Обгладывая гласные с согласными,
Как людоед на миссионерской вечеринке,
Где угощают звуками английскими.
Слова – твой хлеб насущный, а слоги —
дрожжи!
Ты заново их изобрел пока бежал от
полицейских.
Я видел в детстве, как ты облапошиваешь простофиль, как понатыкал ты картофелечистки на углу пожарного депо в Альтабеке, штат Висконсин, и в Панксато́ни.
Ты в раннем возрасте учил меня, что жизнь – это чаша с вишнями, суровая дева-библиотекарша с топорным личиком либо невеста – капкан медвежий у тебя в постели поутру, и с подбородком-колуном и с шеей игуаны.
Так что все это ты топил в бочонке с огненной водой. Что в том преступного? Мне трудно быть судьею твоей жизни.
Нет у меня ни злых твоих детей, ни женушки, что пилит ежечасно.
Рассказывают, будто начинал ты бродячим
акробатом,
Жонглируя сигарными коробками в компании
бандитов и убийц из Южной Пеории,
Что ты сбежал от папочки, который синяками
награждал тебя, как орденами
За добрый нрав и радостный настрой.
И ты подумал: раз доброте навешивают этакие
эполеты,
Так надо к черту их сорвать. Что ты и сделал. И сбежал!
И вот я вижу: ты летишь вдогонку
автопокрышкам, скачущим под горку,
В тисках безумного смертельного потока,
Через всю мою жизнь, попыхивая мятной
сигаретой —
Дух изо рта такой, что перебьет и освежитель рта.
Закладывая виражи, гоняясь за чертовой
покрышкой вдоль железнодорожного полотна
Потаватоми,
В ответ ты огрызался, а не хныкал, и не глядел
назад.
А был ли ты счастливым, мистер Филдз?
Была ли у тебя отдушина, чтоб отдышаться от
мрачных ведьм и бешеных хрычовок,
Все сокрушающих в супружеском неистовстве?

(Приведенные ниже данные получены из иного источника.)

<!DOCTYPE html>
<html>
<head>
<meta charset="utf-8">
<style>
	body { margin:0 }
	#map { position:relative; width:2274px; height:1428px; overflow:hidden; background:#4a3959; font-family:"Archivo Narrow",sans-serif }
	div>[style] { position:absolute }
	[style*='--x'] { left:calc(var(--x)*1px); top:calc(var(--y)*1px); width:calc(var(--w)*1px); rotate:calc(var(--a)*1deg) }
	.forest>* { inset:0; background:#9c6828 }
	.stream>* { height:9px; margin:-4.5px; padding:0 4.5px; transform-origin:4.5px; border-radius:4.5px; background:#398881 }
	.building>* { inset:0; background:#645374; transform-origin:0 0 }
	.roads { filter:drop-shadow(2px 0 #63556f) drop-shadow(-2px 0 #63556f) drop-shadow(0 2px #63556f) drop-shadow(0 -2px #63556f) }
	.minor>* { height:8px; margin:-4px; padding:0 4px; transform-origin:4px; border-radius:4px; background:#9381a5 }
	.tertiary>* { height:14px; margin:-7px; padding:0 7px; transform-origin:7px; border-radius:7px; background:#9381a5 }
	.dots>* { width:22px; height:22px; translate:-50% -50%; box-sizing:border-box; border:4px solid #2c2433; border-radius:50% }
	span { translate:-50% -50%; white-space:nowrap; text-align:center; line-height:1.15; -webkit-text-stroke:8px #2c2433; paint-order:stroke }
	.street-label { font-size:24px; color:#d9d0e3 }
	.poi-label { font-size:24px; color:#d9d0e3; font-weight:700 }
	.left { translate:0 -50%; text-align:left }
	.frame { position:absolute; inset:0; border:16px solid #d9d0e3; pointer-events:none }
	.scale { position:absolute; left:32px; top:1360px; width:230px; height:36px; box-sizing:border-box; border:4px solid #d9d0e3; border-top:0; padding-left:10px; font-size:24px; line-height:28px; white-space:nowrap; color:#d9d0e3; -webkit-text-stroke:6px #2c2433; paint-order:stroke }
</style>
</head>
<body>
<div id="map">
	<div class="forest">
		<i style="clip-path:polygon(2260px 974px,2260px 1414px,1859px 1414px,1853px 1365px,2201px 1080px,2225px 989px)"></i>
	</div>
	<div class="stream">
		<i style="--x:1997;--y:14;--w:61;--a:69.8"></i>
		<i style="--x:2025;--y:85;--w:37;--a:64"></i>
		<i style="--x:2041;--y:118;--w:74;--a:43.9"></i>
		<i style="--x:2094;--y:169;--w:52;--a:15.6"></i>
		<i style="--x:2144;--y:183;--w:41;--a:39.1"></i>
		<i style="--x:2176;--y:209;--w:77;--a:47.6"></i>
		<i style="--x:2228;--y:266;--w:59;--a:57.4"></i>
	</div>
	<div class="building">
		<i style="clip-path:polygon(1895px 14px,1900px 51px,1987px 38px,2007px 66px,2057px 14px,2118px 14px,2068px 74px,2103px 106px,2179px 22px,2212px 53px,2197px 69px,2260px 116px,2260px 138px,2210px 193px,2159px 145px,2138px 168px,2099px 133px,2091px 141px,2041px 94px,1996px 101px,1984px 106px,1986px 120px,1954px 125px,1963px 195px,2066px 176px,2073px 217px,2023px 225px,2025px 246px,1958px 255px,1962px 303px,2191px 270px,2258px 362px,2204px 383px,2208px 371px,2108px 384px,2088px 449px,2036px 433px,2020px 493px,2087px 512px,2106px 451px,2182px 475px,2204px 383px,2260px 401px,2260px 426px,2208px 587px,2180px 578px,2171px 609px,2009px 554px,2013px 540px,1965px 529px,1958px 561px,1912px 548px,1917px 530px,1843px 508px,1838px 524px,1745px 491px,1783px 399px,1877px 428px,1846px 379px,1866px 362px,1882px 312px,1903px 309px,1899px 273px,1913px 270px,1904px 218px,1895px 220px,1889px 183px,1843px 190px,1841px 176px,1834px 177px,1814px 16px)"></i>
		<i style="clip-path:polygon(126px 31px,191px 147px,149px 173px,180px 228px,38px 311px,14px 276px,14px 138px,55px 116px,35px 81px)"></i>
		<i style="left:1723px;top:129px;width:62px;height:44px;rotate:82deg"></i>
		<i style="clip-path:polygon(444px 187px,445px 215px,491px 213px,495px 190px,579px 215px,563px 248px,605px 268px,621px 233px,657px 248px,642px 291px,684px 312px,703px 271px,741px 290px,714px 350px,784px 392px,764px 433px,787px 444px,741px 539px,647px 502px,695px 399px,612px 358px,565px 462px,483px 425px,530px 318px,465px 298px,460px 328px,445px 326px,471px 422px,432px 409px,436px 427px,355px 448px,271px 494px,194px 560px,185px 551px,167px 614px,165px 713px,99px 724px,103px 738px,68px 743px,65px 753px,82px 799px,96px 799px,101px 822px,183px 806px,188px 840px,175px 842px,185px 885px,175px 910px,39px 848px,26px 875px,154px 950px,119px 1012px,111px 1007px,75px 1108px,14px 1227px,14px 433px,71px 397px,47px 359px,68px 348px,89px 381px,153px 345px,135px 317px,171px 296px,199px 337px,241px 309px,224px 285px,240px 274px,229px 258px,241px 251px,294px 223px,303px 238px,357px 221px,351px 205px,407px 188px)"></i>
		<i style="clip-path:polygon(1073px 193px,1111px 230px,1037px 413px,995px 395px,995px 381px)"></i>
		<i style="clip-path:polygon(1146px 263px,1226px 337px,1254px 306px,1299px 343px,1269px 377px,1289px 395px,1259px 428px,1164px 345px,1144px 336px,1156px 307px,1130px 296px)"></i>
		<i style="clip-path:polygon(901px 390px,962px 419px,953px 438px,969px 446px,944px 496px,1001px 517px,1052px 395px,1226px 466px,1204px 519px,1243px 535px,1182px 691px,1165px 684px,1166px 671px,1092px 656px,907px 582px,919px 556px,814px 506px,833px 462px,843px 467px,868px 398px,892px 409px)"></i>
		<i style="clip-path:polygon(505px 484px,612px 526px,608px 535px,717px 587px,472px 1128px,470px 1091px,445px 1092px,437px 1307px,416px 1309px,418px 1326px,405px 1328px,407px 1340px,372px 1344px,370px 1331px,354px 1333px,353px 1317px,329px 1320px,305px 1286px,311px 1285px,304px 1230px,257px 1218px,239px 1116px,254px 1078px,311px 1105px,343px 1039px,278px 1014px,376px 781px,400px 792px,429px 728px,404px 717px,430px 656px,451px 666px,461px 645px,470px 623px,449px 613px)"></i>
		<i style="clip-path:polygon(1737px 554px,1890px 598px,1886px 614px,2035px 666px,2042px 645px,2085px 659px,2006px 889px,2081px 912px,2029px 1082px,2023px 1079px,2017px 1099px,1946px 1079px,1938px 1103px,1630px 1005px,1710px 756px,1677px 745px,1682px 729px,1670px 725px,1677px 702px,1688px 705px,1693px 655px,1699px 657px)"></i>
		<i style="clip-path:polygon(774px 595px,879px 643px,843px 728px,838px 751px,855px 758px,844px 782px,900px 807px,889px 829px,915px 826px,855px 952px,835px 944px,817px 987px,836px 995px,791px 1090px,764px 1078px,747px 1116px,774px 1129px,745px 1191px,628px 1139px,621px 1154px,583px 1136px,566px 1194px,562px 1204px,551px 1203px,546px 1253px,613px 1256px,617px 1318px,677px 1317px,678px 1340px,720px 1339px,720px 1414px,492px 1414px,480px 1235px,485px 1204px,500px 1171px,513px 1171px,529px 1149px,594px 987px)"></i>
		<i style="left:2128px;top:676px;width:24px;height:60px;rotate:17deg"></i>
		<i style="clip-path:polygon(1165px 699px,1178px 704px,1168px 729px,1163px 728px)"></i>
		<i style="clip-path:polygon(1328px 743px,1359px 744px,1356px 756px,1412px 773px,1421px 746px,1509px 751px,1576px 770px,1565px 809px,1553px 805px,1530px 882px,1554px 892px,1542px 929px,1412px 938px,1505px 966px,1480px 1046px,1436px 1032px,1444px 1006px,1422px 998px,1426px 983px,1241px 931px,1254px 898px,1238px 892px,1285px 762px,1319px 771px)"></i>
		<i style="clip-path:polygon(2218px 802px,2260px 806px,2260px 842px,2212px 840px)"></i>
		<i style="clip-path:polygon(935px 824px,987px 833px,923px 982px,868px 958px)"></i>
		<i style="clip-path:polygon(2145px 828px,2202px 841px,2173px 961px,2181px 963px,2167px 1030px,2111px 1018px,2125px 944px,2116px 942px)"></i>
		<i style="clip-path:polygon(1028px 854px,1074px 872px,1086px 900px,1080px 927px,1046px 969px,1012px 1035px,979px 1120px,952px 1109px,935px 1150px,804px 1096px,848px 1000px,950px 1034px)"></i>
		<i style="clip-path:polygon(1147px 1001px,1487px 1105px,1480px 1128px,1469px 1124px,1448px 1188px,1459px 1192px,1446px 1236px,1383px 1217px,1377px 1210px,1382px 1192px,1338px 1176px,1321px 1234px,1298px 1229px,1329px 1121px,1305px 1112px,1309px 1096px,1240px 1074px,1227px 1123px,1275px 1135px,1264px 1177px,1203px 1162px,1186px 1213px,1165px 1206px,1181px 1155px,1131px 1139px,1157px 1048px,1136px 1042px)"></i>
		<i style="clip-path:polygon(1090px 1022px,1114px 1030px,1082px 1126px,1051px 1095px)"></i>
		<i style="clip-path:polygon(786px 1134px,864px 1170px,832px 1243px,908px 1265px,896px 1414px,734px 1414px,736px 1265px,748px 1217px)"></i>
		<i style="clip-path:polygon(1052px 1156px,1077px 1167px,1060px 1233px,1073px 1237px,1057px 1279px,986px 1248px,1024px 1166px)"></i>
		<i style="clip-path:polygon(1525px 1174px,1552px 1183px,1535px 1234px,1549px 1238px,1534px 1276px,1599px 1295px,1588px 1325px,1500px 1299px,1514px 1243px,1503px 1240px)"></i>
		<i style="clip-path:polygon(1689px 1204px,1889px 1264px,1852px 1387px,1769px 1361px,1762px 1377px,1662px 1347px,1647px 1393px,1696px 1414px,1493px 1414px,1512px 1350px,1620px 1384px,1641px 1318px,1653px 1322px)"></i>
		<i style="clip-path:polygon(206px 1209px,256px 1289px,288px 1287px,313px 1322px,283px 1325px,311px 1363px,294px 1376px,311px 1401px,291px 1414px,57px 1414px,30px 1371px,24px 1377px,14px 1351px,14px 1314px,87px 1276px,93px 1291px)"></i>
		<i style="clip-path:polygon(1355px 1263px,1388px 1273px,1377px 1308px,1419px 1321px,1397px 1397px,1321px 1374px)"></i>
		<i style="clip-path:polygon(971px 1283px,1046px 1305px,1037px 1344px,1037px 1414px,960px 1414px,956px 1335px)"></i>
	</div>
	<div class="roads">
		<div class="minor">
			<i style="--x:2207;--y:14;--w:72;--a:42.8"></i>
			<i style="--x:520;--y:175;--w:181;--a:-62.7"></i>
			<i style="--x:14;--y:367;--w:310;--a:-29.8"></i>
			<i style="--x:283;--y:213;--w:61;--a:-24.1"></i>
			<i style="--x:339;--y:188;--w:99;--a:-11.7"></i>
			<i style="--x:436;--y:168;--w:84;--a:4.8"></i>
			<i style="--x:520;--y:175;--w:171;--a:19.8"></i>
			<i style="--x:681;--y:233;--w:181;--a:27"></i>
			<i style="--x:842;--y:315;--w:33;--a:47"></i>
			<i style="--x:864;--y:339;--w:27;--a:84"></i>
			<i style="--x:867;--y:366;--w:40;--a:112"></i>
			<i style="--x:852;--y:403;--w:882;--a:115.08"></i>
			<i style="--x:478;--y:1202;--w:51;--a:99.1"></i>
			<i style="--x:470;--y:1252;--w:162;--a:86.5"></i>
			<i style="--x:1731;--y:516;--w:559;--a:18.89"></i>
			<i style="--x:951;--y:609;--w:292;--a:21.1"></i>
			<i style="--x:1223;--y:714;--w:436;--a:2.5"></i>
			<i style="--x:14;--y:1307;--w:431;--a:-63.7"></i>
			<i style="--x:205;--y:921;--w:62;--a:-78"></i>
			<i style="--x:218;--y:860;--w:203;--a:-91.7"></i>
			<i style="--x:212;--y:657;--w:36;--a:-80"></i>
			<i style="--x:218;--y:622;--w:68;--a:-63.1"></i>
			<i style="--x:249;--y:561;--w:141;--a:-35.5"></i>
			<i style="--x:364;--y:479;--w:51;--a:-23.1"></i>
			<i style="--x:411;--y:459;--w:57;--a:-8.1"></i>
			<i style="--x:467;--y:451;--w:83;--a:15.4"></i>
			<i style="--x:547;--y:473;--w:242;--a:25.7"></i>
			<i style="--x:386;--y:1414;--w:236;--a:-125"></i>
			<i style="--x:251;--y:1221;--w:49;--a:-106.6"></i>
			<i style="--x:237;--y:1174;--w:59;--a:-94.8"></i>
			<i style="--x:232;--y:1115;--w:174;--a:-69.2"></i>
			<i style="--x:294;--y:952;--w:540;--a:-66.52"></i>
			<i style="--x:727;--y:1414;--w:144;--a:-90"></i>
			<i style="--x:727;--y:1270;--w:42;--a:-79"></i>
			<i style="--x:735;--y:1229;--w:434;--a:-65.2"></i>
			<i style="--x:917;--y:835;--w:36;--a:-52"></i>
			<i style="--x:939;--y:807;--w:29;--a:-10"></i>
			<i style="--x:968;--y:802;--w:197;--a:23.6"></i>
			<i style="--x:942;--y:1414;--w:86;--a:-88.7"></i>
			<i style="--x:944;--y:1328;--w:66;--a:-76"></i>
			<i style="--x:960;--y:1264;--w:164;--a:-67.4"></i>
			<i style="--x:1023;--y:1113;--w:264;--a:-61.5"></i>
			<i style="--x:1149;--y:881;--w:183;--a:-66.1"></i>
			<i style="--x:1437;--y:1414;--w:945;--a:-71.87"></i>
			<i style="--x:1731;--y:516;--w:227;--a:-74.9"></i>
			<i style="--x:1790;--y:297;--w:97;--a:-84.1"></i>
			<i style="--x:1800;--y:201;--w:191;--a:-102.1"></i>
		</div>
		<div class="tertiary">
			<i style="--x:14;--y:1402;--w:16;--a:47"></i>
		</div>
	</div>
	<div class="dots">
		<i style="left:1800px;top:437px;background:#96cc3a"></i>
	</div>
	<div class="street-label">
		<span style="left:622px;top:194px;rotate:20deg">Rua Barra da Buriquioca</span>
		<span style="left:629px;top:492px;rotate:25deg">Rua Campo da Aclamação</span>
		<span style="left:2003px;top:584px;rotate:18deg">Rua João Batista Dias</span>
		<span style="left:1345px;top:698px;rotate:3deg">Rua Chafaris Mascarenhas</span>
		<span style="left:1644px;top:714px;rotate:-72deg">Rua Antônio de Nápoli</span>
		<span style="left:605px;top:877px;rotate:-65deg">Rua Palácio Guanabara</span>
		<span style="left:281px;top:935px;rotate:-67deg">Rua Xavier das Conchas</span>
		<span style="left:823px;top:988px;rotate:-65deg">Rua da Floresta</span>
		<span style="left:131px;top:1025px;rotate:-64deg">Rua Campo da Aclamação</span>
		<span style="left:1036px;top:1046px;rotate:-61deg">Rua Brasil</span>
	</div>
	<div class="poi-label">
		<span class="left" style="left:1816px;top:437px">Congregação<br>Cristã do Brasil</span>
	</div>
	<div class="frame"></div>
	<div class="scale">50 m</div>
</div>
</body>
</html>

Имел ли ты надежное пристанище, где можно
было б алкоголем раны излечить?
Имел ли ты убежище, где б обитали грешники и
ром?
Где ты бы мог часами парить ноги и нежиться на
солнышке?
Неужто ты терпел за поражением поражение,
Билл?
Иль все же удалось тебе выиграть обшарпанный
Грошовый приз из гипса, зовущийся «Черт
побери!»?[41]
Нашлась хотя бы женщина одна, желанная,
Чтоб всем на свете стала для тебя?
Не осуждавшая тебя, когда ты падал,
А помогавшая тебе подняться?
Да ладно, чего уж там…
Немало лет прошло с тех пор, как ты топтал
растресканные тротуары нашей жизни, изрыгая
пламя.
Твоя высокомерная, но добрая душа маячит привидением на экранах наших, когда реальный мир, отгородившись, спит, а ты фиглярствуешь, язвишь в компании малыша Лероя[42]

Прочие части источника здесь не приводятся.